#### [Entries supplied]
= Beginning of Section =
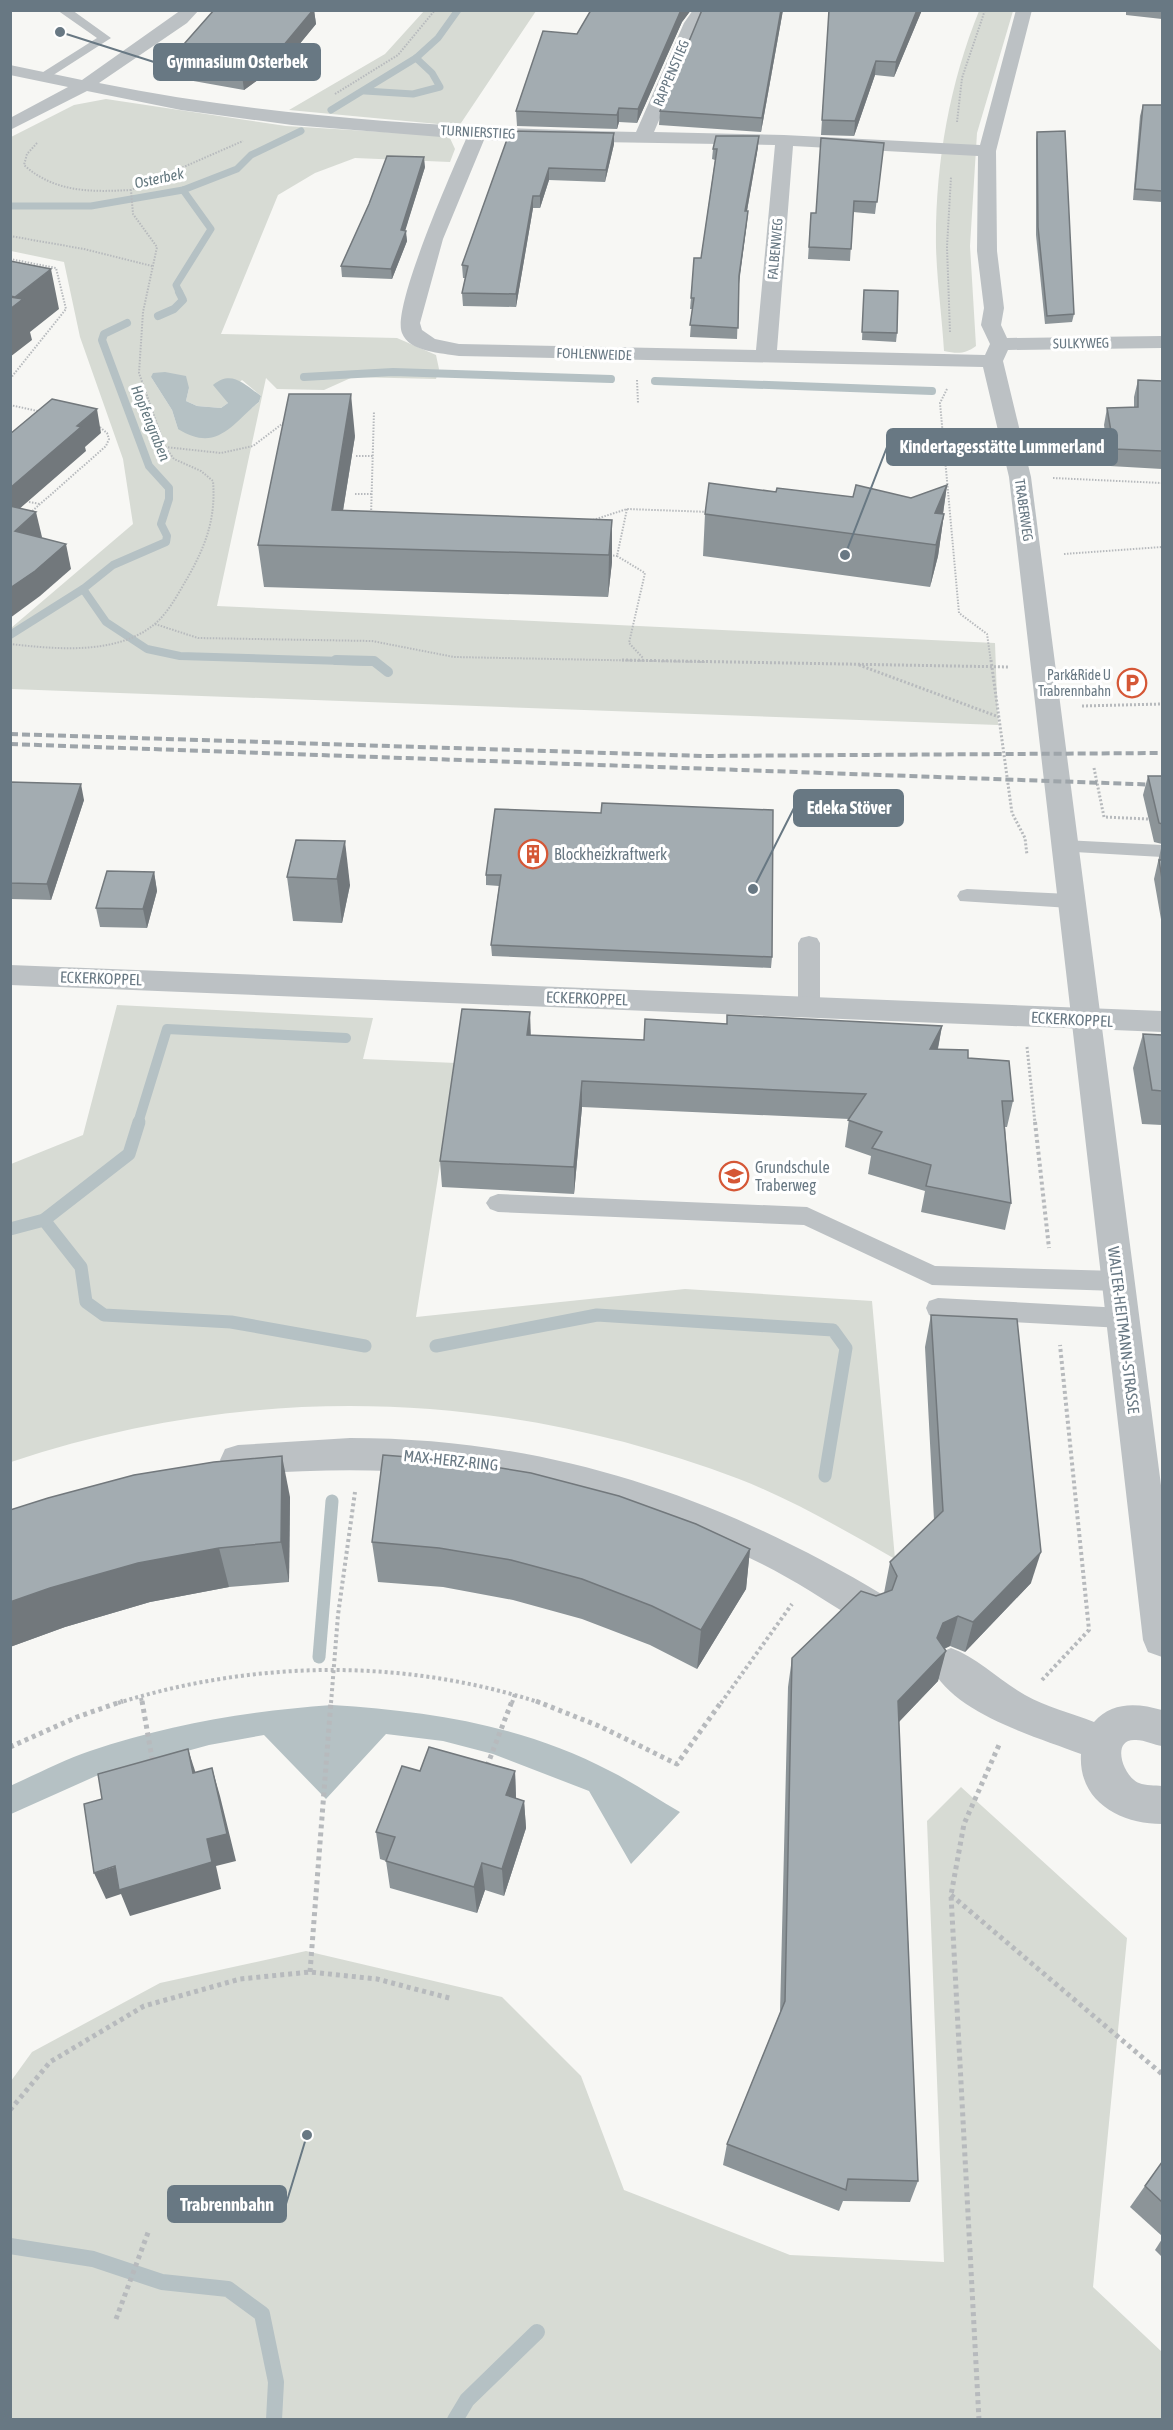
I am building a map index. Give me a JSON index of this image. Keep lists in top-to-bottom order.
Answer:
{
  "streets": {
    "street": [
      "RAPPENSTIEG",
      "TURNIERSTIEG",
      "FALBENWEG",
      "SULKYWEG",
      "FOHLENWEIDE",
      "TRABERWEG",
      "ECKERKOPPEL",
      "WALTER-HEITMANN-STRASSE",
      "MAX-HERZ-RING"
    ]
  },
  "crossings": [
    ["RAPPENSTIEG", "TURNIERSTIEG"],
    ["TURNIERSTIEG", "FALBENWEG"],
    ["TURNIERSTIEG", "FOHLENWEIDE"],
    ["TURNIERSTIEG", "TRABERWEG"],
    ["FALBENWEG", "FOHLENWEIDE"],
    ["SULKYWEG", "FOHLENWEIDE"],
    ["SULKYWEG", "TRABERWEG"],
    ["FOHLENWEIDE", "TRABERWEG"],
    ["TRABERWEG", "ECKERKOPPEL"],
    ["TRABERWEG", "WALTER-HEITMANN-STRASSE"],
    ["ECKERKOPPEL", "WALTER-HEITMANN-STRASSE"]
  ],
  "water": ["Osterbek", "Hopfengraben"],
  "places": {
    "other": [
      "Gymnasium Osterbek",
      "Kindertagesstätte Lummerland",
      "Edeka Stöver",
      "Trabrennbahn"
    ],
    "parking": ["Park&Ride U Trabrennbahn"],
    "building": ["Blockheizkraftwerk"],
    "school or university": ["Grundschule Traberweg"]
  }
}
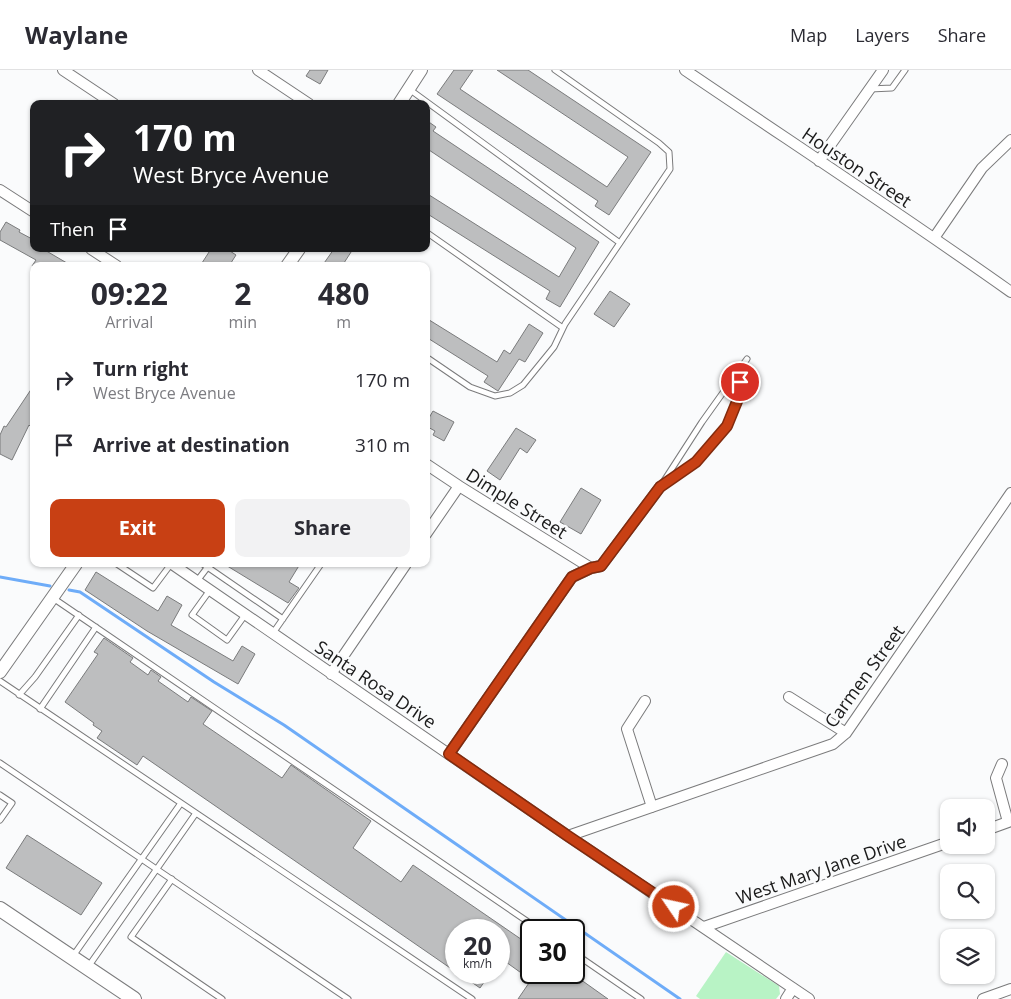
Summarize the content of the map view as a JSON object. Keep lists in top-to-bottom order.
{
  "streets": {
    "street": [
      "Houston Street",
      "Dimple Street",
      "Carmen Street",
      "Santa Rosa Drive",
      "West Mary Jane Drive"
    ]
  },
  "crossings": [
    ["Carmen Street", "Santa Rosa Drive"],
    ["Santa Rosa Drive", "West Mary Jane Drive"]
  ],
  "page": {
    "header": "Waylane",
    "nav": ["Map", "Layers", "Share"],
    "turn": ["170 m", "West Bryce Avenue"],
    "then": "Then",
    "eta": [
      "09:22",
      "Arrival",
      "2",
      "min",
      "480",
      "m"
    ],
    "list": [
      {
        "name": "Turn right",
        "note": "West Bryce Avenue",
        "value": "170 m"
      },
      {
        "name": "Arrive at destination",
        "value": "310 m"
      }
    ],
    "buttons": ["Exit", "Share"],
    "speed": "20 km/h",
    "limit": "30"
  }
}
= End of Section =
#### [Problem]
Working through the records above, copy each line in which "Share" is found.

#### [Final answer]
    "nav": ["Map", "Layers", "Share"],
    "buttons": ["Exit", "Share"],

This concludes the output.